Coriander leaves + Mint leaves + Green Chilly + Rock Salt + Lemon Juice

In the summer I like to use raw mango in place of lemon juice to add the a new zing to the chutney.

In Coriander-Mint #chutney, both the herbs help in digestion. Lemon maintains immunity with Vitamin C and along with anti-oxidants in green chilly is good for the skin.

Tamarind-Ginger (Sonth)

This chutney is bursting with flavour, it is tangy and vibrant, the sweet, sour, spicy flavours of this chutney will blow your mind. The tamarind and jaggery are cooked together for a few hours to thicken and reduce.

Soaked Tamarind + Jaggery + Ginger + Roasted Cumin powder + Black salt + Red Chilly + Garam Masala powder

Tamarind, ginger, cumin and black salt are all beneficial to the stomach and ease the digestion process.


Across the world, chutney is most frequently identified with the presence of coconut in it. Coconut chutney can be made in combination with a variety of ingredients such as coriander and green chilly, sesame, garlic and red chilly, ginger and as such.
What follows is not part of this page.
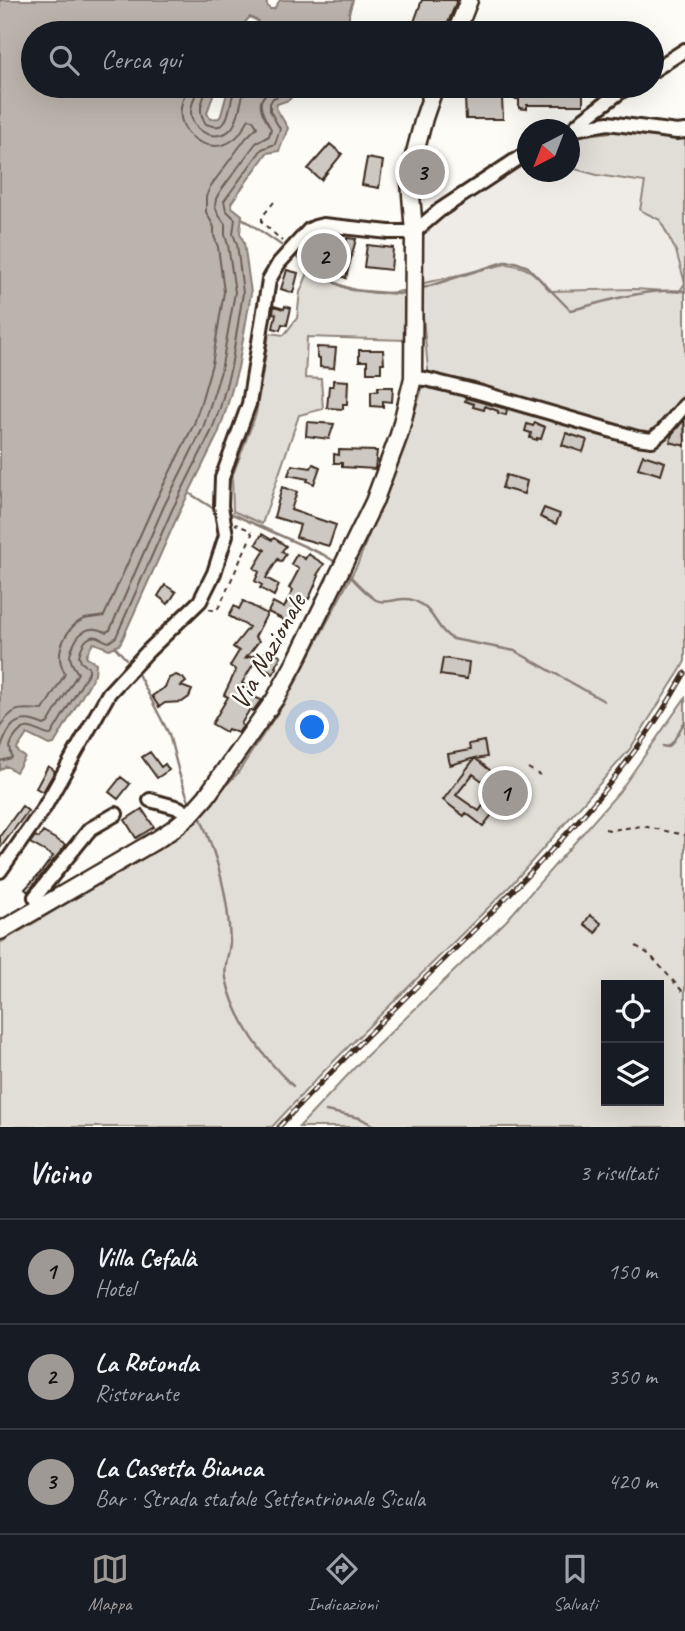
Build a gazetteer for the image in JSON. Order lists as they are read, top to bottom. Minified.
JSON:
{"streets":{"main road":["Via Nazionale"]},"north":"bottom left","page":{"search":"Cerca qui","pins":["3","2","1"],"heading":["Vicino","3 risultati"],"list":[{"mark":"1","name":"Villa Cefalà","note":"Hotel","value":"150 m"},{"mark":"2","name":"La Rotonda","note":"Ristorante","value":"350 m"},{"mark":"3","name":"La Casetta Bianca","note":"Bar · Strada statale Settentrionale Sicula","value":"420 m"}],"nav":["Mappa","Indicazioni","Salvati"]}}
In this section, we are looking at a simple coconut chutney which blended together with salt and a little coconut water to make a smooth paste.

All coconut chutney are then tempered with some hot ghee, mustard seeds and curry leaves. Urad dal and green chilly can also be added to the tempering.
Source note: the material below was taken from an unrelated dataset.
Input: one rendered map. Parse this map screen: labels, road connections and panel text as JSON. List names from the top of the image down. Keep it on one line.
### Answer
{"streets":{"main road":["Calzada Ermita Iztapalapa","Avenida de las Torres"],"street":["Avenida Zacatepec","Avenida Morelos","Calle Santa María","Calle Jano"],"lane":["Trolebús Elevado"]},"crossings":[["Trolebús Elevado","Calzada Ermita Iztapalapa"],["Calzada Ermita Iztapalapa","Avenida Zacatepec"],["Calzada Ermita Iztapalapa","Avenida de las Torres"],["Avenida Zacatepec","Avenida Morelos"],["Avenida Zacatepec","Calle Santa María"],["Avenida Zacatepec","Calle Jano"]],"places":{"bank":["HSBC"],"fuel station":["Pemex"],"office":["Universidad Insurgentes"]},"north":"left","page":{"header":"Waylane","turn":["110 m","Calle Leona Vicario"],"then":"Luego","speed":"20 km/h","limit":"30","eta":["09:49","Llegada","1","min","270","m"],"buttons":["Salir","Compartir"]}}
Coconut #chutney for instance provides dietary fiber, beneficial fats for the body and boosts energy levels.

Groundnut (peanut)- Sesame

This chutney may or may not be tempered with ghee, mustard seeds and curry leaves.

Roasted Peanuts + Sesame + Garlic + Red Chilly + Salt

Peanut #chutney for instance helps increase 'good' cholestrol or LDL and decreases bad cholestrol in the blood. Garlic boosts immunity and is also an anti-carcinogen.


There are two types of tomato chutneys. The one mentioned below is the fresh tomato chutney which can be eaten with onion fritters or paranthas. The other style is the Andhra-style tomato chutney that is made with cooked tomatoes, mustard seeds and tamarind and can be pickled and stored for several months.

Tomato + Coriander leaves + Green Chilly + Salt

Tomato chutney can be tempered with ghee, mustard seeds and curry leaves.

Fresh tomato chutney helps prevent some cancers, known to prevent prostrate cancer. #foodmantra

There's a reason grandma gave us ginger, tamarind #chutney with kachoris, she knew we'd love it and we couldn't digest kachoris without it. We are taking Indian Cuisine across the world and yet the significance and importance of chutney in Indian Cuisine has not been recognised as it should be. Let’s bring this ‘star’ of the kitchen into the spotlight.